Though there are still engineering challenges ahead, JP Aerospace is powering through tests of their magnetohydrodynamic thrusters and are continuing toward a stunning run of 67 high-altitude balloon and sensor platform ascents.

So, a century from prototype to spaceflight?  It certainly looks possible.  And if there truly is merit to the airship-to-orbit concept, based on how quickly JP Aerospace has been able to achieve flight benchmarks on a volunteer basis, then just imagine what could happen with serious backing by a government space agency.

Food for thought.

Personally, I love the architecture.  There’s something about truly alien competition to conventional spaceflight providers that I think is sorely needed.

Ascender 6000 on approach. (Credit: JP Aerospace)





Excalibur back in British Isles!

23 02 2011

One of the two Excalibur Alamz Limited (EA) space stations being delivered to the Isle of Man. (Credit: JCK, Ltd, IOM)

…commercial spacecraft manufacturer/provider Excalibur Almaz (EA), that is.  And they ferried two partially-constructed commercial space stations with them.

The Almaz Crew Module as premiered in Russia earlier this year. (Credit: Excalibur Almaz)

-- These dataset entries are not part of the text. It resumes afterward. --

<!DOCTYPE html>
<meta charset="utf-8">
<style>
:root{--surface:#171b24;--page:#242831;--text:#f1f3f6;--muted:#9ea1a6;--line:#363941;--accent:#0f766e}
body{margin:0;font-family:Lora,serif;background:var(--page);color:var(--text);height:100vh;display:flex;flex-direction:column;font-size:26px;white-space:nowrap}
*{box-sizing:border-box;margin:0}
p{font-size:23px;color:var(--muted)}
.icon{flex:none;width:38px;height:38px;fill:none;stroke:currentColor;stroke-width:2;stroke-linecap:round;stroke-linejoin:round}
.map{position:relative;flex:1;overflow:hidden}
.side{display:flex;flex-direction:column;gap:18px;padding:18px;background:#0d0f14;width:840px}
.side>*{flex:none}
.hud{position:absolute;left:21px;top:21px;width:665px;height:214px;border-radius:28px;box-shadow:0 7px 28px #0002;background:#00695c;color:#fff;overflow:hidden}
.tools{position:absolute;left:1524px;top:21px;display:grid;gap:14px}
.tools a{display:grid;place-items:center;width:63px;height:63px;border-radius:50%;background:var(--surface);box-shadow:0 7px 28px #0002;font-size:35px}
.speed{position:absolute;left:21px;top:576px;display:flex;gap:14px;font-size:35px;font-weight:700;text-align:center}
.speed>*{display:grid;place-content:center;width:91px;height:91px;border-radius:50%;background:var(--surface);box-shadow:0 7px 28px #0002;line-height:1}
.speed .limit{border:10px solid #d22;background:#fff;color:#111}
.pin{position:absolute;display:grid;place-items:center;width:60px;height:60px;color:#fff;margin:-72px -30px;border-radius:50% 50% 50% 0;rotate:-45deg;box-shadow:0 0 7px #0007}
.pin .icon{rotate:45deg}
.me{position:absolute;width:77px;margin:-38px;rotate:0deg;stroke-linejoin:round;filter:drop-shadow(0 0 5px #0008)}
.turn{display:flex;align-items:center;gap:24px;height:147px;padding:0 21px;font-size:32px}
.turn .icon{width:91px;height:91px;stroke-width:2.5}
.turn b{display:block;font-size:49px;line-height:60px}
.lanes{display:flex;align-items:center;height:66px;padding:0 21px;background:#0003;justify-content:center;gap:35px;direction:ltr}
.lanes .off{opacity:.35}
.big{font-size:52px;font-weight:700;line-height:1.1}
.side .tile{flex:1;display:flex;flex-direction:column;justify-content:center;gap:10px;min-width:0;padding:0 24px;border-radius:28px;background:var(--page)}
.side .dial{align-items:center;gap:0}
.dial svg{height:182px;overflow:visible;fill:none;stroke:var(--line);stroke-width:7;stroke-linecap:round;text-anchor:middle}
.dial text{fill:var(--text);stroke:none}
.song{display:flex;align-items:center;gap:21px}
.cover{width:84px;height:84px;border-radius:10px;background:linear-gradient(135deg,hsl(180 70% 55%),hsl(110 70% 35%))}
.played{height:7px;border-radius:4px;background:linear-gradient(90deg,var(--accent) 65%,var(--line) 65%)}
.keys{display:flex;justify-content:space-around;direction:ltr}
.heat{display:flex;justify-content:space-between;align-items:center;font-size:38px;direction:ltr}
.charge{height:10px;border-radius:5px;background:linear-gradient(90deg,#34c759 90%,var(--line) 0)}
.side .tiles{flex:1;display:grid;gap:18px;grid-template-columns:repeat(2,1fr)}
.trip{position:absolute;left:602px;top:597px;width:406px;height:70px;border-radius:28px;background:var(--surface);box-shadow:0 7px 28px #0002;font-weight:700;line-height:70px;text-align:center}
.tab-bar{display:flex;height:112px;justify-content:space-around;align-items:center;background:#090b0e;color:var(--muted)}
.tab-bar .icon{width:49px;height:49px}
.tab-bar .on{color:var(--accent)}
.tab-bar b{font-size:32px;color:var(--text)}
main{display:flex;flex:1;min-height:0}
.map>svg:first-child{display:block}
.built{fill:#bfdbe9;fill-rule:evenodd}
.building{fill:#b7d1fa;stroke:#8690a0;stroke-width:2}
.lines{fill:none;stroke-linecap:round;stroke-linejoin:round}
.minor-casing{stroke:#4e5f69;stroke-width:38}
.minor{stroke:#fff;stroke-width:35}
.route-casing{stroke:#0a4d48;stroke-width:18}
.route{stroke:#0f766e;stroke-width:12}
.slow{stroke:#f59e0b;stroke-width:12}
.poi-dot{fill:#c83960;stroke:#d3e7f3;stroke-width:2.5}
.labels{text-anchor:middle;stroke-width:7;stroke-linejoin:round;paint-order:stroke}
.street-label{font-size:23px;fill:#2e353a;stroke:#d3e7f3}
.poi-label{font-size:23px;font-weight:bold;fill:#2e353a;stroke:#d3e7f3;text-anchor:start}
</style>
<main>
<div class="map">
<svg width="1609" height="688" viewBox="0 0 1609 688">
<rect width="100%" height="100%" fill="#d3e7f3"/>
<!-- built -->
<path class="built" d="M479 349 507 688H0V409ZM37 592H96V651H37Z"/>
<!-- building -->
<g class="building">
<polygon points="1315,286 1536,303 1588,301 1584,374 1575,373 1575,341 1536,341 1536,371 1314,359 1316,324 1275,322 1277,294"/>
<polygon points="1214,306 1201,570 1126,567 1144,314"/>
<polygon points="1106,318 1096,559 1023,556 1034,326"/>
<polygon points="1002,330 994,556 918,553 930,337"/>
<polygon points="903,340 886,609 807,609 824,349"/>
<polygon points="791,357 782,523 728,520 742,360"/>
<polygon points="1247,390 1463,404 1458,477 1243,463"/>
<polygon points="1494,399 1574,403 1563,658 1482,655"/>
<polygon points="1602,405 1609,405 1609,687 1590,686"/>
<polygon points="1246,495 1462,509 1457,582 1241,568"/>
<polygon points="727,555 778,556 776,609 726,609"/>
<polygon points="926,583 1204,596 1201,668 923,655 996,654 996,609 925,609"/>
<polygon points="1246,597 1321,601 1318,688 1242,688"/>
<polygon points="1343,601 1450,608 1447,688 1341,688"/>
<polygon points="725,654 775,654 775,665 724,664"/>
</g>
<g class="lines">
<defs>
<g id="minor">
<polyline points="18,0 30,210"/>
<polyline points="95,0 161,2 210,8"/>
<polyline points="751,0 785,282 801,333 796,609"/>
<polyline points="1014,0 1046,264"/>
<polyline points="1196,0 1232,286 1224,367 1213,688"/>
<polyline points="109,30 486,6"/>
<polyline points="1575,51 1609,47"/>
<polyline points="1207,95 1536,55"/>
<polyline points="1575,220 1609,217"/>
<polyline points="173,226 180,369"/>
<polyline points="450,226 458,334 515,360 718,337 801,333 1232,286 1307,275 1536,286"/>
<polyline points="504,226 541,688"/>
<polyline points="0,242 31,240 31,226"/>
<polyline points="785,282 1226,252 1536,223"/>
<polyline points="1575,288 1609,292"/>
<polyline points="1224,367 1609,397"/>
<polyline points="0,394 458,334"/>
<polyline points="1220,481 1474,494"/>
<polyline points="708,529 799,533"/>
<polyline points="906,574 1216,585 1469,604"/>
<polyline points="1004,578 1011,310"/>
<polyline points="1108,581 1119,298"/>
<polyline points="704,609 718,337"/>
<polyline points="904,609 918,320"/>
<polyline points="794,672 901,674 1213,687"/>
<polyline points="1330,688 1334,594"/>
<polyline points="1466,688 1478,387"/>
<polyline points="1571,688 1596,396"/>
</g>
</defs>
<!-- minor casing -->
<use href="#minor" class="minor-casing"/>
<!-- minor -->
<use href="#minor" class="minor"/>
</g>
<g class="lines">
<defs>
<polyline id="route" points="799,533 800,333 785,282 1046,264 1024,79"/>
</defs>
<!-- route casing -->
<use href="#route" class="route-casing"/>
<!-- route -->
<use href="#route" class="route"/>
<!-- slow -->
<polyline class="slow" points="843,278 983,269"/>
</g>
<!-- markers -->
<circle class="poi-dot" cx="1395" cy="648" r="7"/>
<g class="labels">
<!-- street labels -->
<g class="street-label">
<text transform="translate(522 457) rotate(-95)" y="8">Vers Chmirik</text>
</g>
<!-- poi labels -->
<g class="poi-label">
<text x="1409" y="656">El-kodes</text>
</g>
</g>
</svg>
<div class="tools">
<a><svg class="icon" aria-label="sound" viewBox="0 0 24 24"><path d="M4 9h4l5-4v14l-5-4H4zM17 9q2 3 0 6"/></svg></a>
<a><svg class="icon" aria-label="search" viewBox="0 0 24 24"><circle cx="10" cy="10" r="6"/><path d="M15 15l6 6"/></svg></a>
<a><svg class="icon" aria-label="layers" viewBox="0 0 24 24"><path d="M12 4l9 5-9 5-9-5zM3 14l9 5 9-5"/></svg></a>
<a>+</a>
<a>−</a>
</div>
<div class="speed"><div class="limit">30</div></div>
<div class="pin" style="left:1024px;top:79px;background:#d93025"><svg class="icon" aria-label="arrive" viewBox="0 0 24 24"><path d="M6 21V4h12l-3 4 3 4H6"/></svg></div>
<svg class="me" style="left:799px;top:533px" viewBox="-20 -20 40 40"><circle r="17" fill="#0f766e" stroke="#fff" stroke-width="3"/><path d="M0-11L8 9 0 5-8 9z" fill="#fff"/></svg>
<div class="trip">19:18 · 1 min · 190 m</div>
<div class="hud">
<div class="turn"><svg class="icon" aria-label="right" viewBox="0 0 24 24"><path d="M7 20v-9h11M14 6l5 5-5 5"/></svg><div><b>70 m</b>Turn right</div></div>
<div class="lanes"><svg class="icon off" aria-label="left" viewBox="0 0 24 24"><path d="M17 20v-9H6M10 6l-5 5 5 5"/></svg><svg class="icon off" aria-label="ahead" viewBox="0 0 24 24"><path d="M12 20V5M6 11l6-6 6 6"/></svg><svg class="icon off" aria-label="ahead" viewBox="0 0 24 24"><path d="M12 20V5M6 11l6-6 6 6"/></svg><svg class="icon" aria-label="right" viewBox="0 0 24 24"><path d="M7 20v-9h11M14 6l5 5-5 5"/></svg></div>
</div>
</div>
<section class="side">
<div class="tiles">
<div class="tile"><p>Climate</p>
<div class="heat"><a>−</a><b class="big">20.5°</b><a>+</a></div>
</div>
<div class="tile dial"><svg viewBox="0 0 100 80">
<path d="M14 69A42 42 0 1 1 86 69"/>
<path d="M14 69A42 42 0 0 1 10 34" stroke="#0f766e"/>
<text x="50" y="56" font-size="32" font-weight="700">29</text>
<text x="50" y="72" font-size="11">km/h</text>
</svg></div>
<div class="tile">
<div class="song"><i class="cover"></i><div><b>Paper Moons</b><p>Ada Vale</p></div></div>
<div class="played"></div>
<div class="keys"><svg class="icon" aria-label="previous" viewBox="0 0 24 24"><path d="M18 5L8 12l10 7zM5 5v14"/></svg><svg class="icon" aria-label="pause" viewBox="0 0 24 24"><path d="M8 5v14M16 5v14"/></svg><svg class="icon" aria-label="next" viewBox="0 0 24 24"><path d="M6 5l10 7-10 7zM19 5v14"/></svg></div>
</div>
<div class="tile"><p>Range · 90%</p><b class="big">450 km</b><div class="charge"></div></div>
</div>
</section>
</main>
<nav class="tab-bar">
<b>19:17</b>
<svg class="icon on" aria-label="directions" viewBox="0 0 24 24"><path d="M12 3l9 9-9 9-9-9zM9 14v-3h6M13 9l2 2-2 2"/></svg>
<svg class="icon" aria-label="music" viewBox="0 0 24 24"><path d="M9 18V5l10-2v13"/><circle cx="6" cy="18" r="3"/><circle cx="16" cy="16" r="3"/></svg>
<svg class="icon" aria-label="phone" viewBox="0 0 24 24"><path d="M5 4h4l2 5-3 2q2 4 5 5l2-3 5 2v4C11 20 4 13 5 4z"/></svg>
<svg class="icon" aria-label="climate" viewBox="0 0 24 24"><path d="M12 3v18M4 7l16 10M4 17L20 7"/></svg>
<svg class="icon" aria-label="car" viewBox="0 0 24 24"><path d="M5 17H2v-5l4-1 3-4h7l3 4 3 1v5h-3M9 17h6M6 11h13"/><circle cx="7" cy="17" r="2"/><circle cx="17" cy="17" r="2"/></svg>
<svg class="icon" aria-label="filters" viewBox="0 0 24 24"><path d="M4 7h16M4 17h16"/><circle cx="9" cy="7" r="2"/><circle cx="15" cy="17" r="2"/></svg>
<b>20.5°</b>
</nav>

A primary competitor to Bigelow Aerospace on the commercial space station frontier, EA has leveraged 20th-Century Russian military space technology in a bid to accelerate a fully-functioning private spaceflight program to orbit.  Because it is based on preexisting technology, (which was originally known as “Almaz,”) primary elements of the spaceflight system have already been through flight testing, giving EA a distinct research and development (i.e., cost) advantage.  They’re currently working to update the Almaz space system.

Should EA’s number of flights grow to six a year or more, (according to their recent press release,) it would be economically-feasible for them to launch and sustain the legacy space stations on-orbit for government and academic research as well as space tourism.

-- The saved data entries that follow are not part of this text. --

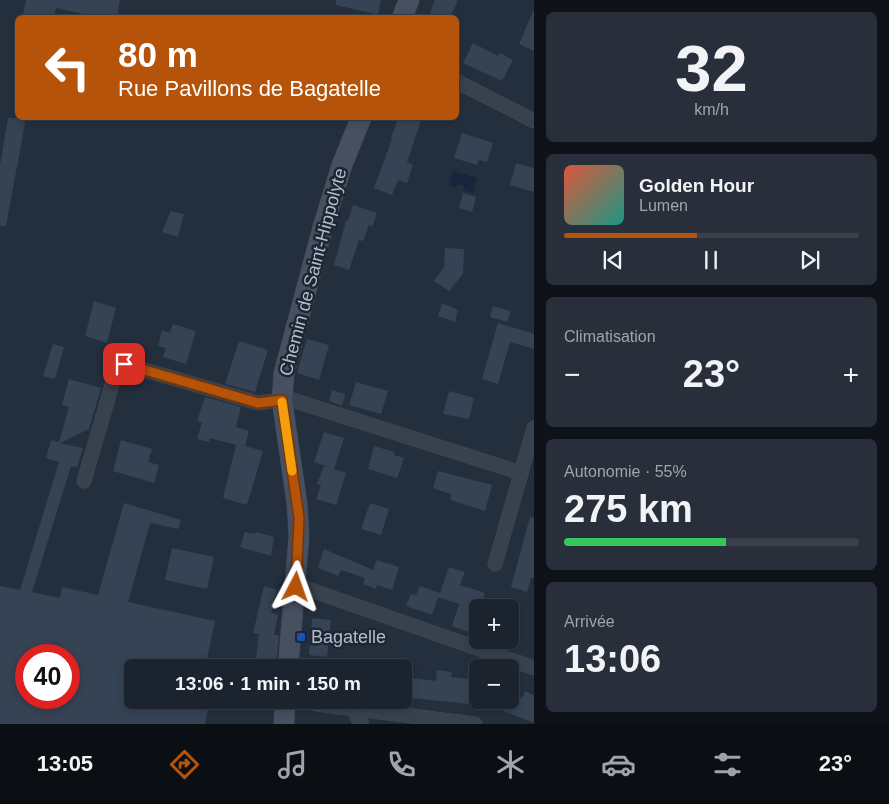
<!DOCTYPE html>
<html lang="fr">
<meta charset="utf-8">
<style>
:root{--surface:#1b232e;--page:#282f3a;--text:#f1f3f6;--muted:#a0a4aa;--line:#39404a;--accent:#b45309}
body{margin:0;font-family:Arial,sans-serif;background:var(--page);color:var(--text);height:100vh;display:flex;flex-direction:column;font-size:19px;white-space:nowrap}
*{box-sizing:border-box;margin:0}
p{font-size:16px;color:var(--muted)}
.icon{flex:none;width:28px;height:28px;fill:none;stroke:currentColor;stroke-width:2;stroke-linecap:round;stroke-linejoin:round}
.map{position:relative;flex:1;overflow:hidden}
.drawer{display:flex;flex-direction:column;gap:12px;padding:12px;background:#0f1319;width:355px}
.drawer>*{flex:none}
.guide{position:absolute;left:15px;top:15px;width:444px;height:105px;border-radius:8px;box-shadow:0 2px 8px #0003,0 0 0 1px var(--line);background:#b45309;color:#fff;overflow:hidden}
.fabs{position:absolute;left:469px;top:599px;display:grid;gap:10px}
.fabs a{display:grid;place-items:center;width:50px;height:50px;border-radius:8px;background:var(--surface);box-shadow:0 2px 8px #0003,0 0 0 1px var(--line);font-size:25px}
.speed{position:absolute;left:15px;top:644px;display:flex;gap:10px;font-size:25px;font-weight:700;text-align:center}
.speed>*{display:grid;place-content:center;width:65px;height:65px;border-radius:50%;background:var(--surface);box-shadow:0 2px 8px #0003,0 0 0 1px var(--line);line-height:1}
.speed .limit{border:8px solid #d22;background:#fff;color:#111}
.pin{position:absolute;display:grid;place-items:center;width:42px;height:42px;color:#fff;margin:-21px;border-radius:10px;box-shadow:0 2px 8px #0006}
.me{position:absolute;width:55px;margin:-28px;rotate:4deg;stroke-linejoin:round;filter:drop-shadow(0 0 4px #0008)}
.turn{display:flex;align-items:center;gap:18px;height:105px;padding:0 20px;font-size:22px}
.turn .icon{width:65px;height:65px;stroke-width:2.5}
.turn b{display:block;font-size:35px;line-height:42px}
.big{font-size:38px;font-weight:600;line-height:1.1}
.drawer .tile{flex:1;display:flex;flex-direction:column;justify-content:center;gap:8px;min-width:0;padding:0 18px;border-radius:8px;background:var(--page)}
.drawer .dial{align-items:center;gap:0}
.dial b{font-size:65px;line-height:1}
.song{display:flex;align-items:center;gap:15px}
.cover{width:60px;height:60px;border-radius:8px;background:linear-gradient(135deg,hsl(10 70% 55%),hsl(170 70% 35%))}
.played{height:5px;border-radius:2px;background:linear-gradient(90deg,var(--accent) 45%,var(--line) 45%)}
.keys{display:flex;justify-content:space-around;direction:ltr}
.heat{display:flex;justify-content:space-between;align-items:center;font-size:28px;direction:ltr}
.charge{height:8px;border-radius:4px;background:linear-gradient(90deg,#34c759 55%,var(--line) 0)}
.trip{position:absolute;left:124px;top:659px;width:288px;height:50px;border-radius:8px;background:var(--surface);box-shadow:0 2px 8px #0003,0 0 0 1px var(--line);font-weight:600;line-height:50px;text-align:center}
.dock{display:flex;height:80px;justify-content:space-around;align-items:center;background:#0b0e12;color:var(--muted)}
.dock .icon{width:35px;height:35px}
.dock .active{color:var(--accent)}
.dock b{font-size:22px;color:var(--text)}
main{display:flex;flex:1;min-height:0}
.map>svg:first-child{display:block}
.water{fill:#17263c}
.building{fill:#364354;fill-rule:evenodd}
.lines{fill:none;stroke-linecap:round;stroke-linejoin:round}
.street-casing{stroke:#414a57;stroke-width:15}
.secondary-casing{stroke:#414a57;stroke-width:21}
.street{stroke:#38414e;stroke-width:14}
.secondary{stroke:#465061;stroke-width:20}
.route-casing{stroke:#753606;stroke-width:12}
.route{stroke:#b45309;stroke-width:9}
.slow{stroke:#f59e0b;stroke-width:9}
.transit-dot{fill:#1a4fb4;stroke:#1d2633;stroke-width:2}
.labels{text-anchor:middle;dominant-baseline:central;stroke-width:5;stroke-linejoin:round;paint-order:stroke}
.street-label{font-size:18px;fill:#b4bcc9;stroke:#1d2633}
.poi-label{font-size:18px;fill:#b4bcc9;stroke:#1d2633;text-anchor:start}
</style>
<main>
<div class="map">
<svg width="534" height="724" viewBox="0 0 534 724">
<rect width="100%" height="100%" fill="#242f3e"/>
<polygon class="water" points="453,171 477,178 473,193 463,190 464,186 458,184 456,188 449,186"/>
<g class="building">
<polygon points="26,0 120,0 117,18 103,18 56,8 54,18 22,18"/>
<polygon points="336,0 381,0 378,15 336,5"/>
<polygon points="435,0 458,0 450,18 428,18"/>
<polygon points="534,9 534,51 519,44"/>
<polygon points="473,43 498,56 500,53 513,60 502,81 463,63"/>
<polygon points="8,118 26,118 6,226 0,226 0,165"/>
<polygon points="398,118 422,118 407,162 413,165 407,183 398,180 392,195 374,188 392,139 391,138"/>
<polygon points="462,133 493,143 487,162 479,160 477,165 454,158"/>
<polygon points="516,163 534,168 534,192 510,185"/>
<polygon points="463,193 476,197 472,212 459,208"/>
<polygon points="353,205 377,213 372,227 369,225 363,241 359,240 349,270 334,265 346,221 348,221"/>
<polygon points="171,211 184,214 178,237 162,232"/>
<polygon points="445,248 464,249 463,274 449,291 434,281 444,267"/>
<polygon points="94,301 116,308 107,343 85,336"/>
<polygon points="442,303 458,310 455,322 438,316"/>
<polygon points="493,306 511,311 507,322 490,317"/>
<polygon points="498,323 534,334 534,349 510,342 498,384 482,379"/>
<polygon points="173,324 196,331 186,364 163,357 166,348 158,346 162,330 170,333"/>
<polygon points="307,339 329,345 319,380 297,373"/>
<polygon points="239,341 268,350 255,392 225,384"/>
<polygon points="53,344 64,347 55,379 43,376"/>
<path d="M69 379 101 388 89 429 60 443 83 448 77 467 71 466 32 592 60 598 62 587 98 595 124 503 181 520 178 529 150 523 128 602 215 621 205 668H132V700H210L205 724H0V586L20 590 59 462 46 458 51 440 59 442 69 407 62 405ZM26 655H69V698H26Z"/>
<polygon points="356,382 388,391 381,414 349,405"/>
<polygon points="332,390 345,394 342,406 329,401"/>
<polygon points="449,391 474,398 469,419 443,414"/>
<polygon points="205,397 241,407 236,427 249,431 245,446 263,451 247,505 223,498 236,445 210,438 209,442 197,439 202,422 197,421"/>
<polygon points="324,432 344,438 334,469 314,462"/>
<polygon points="121,440 152,449 148,462 159,465 154,483 113,471"/>
<polygon points="374,446 394,452 394,455 404,458 397,478 368,469"/>
<polygon points="324,466 346,473 336,505 316,499 321,485 317,484"/>
<polygon points="438,471 492,485 485,511 450,500 451,494 433,488"/>
<polygon points="370,503 389,509 381,535 361,529"/>
<polygon points="530,517 534,518 534,578 531,578 527,592 511,587"/>
<polygon points="245,532 255,534 256,532 274,537 271,556 240,547"/>
<polygon points="172,548 214,557 207,589 165,580"/>
<polygon points="324,549 373,570 377,560 399,567 392,590 377,585 376,589 363,584 365,578 341,570 338,576 318,568"/>
<polygon points="449,567 465,572 460,585 485,593 480,608 478,608 478,635 452,626 459,604 438,597 432,615 406,606 411,594 416,595 420,586 440,593"/>
<polygon points="264,586 277,590 271,613 278,615 274,635 279,635 276,668 255,668 259,634 253,633"/>
<polygon points="312,618 331,620 327,657 309,655"/>
<polygon points="437,670 452,672 451,677 478,680 478,705 402,697 402,677 436,681"/>
<polygon points="525,691 534,695 534,723 478,701 510,700 510,694 522,698"/>
</g>
<g class="lines">
<defs>
<g id="street">
<polyline points="456,81 534,121"/>
<polyline points="84,481 116,371 124,364 258,403 289,399 521,473"/>
<polyline points="495,564 534,428"/>
<polyline points="296,587 305,588 534,668"/>
<polyline points="305,700 316,704 475,724"/>
<polyline points="358,709 357,718 362,724"/>
</g>
<g id="secondary">
<polyline points="402,18 409,0"/>
<polyline points="288,668 299,536 297,504 282,400 284,373 323,227 342,165 361,118"/>
<polyline points="284,724 285,700"/>
</g>
</defs>
<use href="#street" class="street-casing"/>
<use href="#secondary" class="secondary-casing"/>
<use href="#street" class="street"/>
<use href="#secondary" class="secondary"/>
</g>
<g class="lines">
<defs>
<polyline id="route" points="124,364 258,403 282,400 299,518 296,587"/>
</defs>
<use href="#route" class="route-casing"/>
<use href="#route" class="route"/>
<polyline class="slow" points="282,402 292,471"/>
</g>
<rect class="transit-dot" x="296" y="632" width="10" height="10" rx="2.5"/>
<g class="labels">
<g class="street-label">
<text transform="translate(313 272) rotate(-75)">Chemin de Saint-Hippolyte</text>
</g>
<g class="poi-label">
<text x="311" y="637">Bagatelle</text>
</g>
</g>
</svg>
<div class="fabs">
<a>+</a>
<a>−</a>
</div>
<div class="speed"><div class="limit">40</div></div>
<div class="pin" style="left:124px;top:364px;background:#d93025"><svg class="icon" aria-label="arrive" viewBox="0 0 24 24"><path d="M6 21V4h12l-3 4 3 4H6"/></svg></div>
<svg class="me" style="left:296px;top:587px" viewBox="-20 -20 40 40"><path d="M0-17L14 15 0 8-14 15z" fill="#b45309" stroke="#fff" stroke-width="4"/></svg>
<div class="trip">13:06 · 1 min · 150 m</div>
<div class="guide">
<div class="turn"><svg class="icon" aria-label="left" viewBox="0 0 24 24"><path d="M17 20v-9H6M10 6l-5 5 5 5"/></svg><div><b>80 m</b>Rue Pavillons de Bagatelle</div></div>
</div>
</div>
<section class="drawer">
<div class="tile dial"><b>32</b><p>km/h</p></div>
<div class="tile">
<div class="song"><i class="cover"></i><div><b>Golden Hour</b><p>Lumen</p></div></div>
<div class="played"></div>
<div class="keys"><svg class="icon" aria-label="previous" viewBox="0 0 24 24"><path d="M18 5L8 12l10 7zM5 5v14"/></svg><svg class="icon" aria-label="pause" viewBox="0 0 24 24"><path d="M8 5v14M16 5v14"/></svg><svg class="icon" aria-label="next" viewBox="0 0 24 24"><path d="M6 5l10 7-10 7zM19 5v14"/></svg></div>
</div>
<div class="tile"><p>Climatisation</p>
<div class="heat"><a>−</a><b class="big">23°</b><a>+</a></div>
</div>
<div class="tile"><p>Autonomie · 55%</p><b class="big">275 km</b><div class="charge"></div></div>
<div class="tile"><p>Arrivée</p><b class="big">13:06</b></div>
</section>
</main>
<nav class="dock">
<b>13:05</b>
<svg class="icon active" aria-label="directions" viewBox="0 0 24 24"><path d="M12 3l9 9-9 9-9-9zM9 14v-3h6M13 9l2 2-2 2"/></svg>
<svg class="icon" aria-label="music" viewBox="0 0 24 24"><path d="M9 18V5l10-2v13"/><circle cx="6" cy="18" r="3"/><circle cx="16" cy="16" r="3"/></svg>
<svg class="icon" aria-label="phone" viewBox="0 0 24 24"><path d="M5 4h4l2 5-3 2q2 4 5 5l2-3 5 2v4C11 20 4 13 5 4z"/></svg>
<svg class="icon" aria-label="climate" viewBox="0 0 24 24"><path d="M12 3v18M4 7l16 10M4 17L20 7"/></svg>
<svg class="icon" aria-label="car" viewBox="0 0 24 24"><path d="M5 17H2v-5l4-1 3-4h7l3 4 3 1v5h-3M9 17h6M6 11h13"/><circle cx="7" cy="17" r="2"/><circle cx="17" cy="17" r="2"/></svg>
<svg class="icon" aria-label="filters" viewBox="0 0 24 24"><path d="M4 7h16M4 17h16"/><circle cx="9" cy="7" r="2"/><circle cx="15" cy="17" r="2"/></svg>
<b>23°</b>
</nav>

If EA is able to complete their modernizations quickly, they’d be at a distinct advantage compared to Bigelow in that EA is developing both spacecraft and space stations as part of their program.

Bigelow is reliant on someone else’s spacecraft to reach their inflatable habitats.





Bigelow Aerospace preps new digs

22 02 2011

Rendering of a commercial space station composed of Bigelow Aerospace inflatable modules. (Credit: Bigelow Aerospace)

It appears, in the interest of furnishing the new space digs (read: inflatable orbital space modules) they’re poised to launch, Bigelow Aerospace has secured a partially exclusive license from NASA.

The license is for the cryptically entitled, “Apparatus For Integrating A Rigid Structure Into A Flexible Wall Of An Inflatable Structure,” – or as I read it, “Fancy brackets to allow walls and floors to unfold as an inflatable module inflates.”

This is what one would need to, say, loft a station complete with prefabricated compartments – ready for commercial customers and occupants.

To me, this is a very exciting development, especially on the heels of NASA’s recent hint that Bigelow might be providing one of its modules to test on the International Space Station.  This means imminent progress.  A company wouldn’t pay to license technology without the reasonable expectation of a turnaround, and sooner rather than later.

The advent of the private space station appears to be completely on track.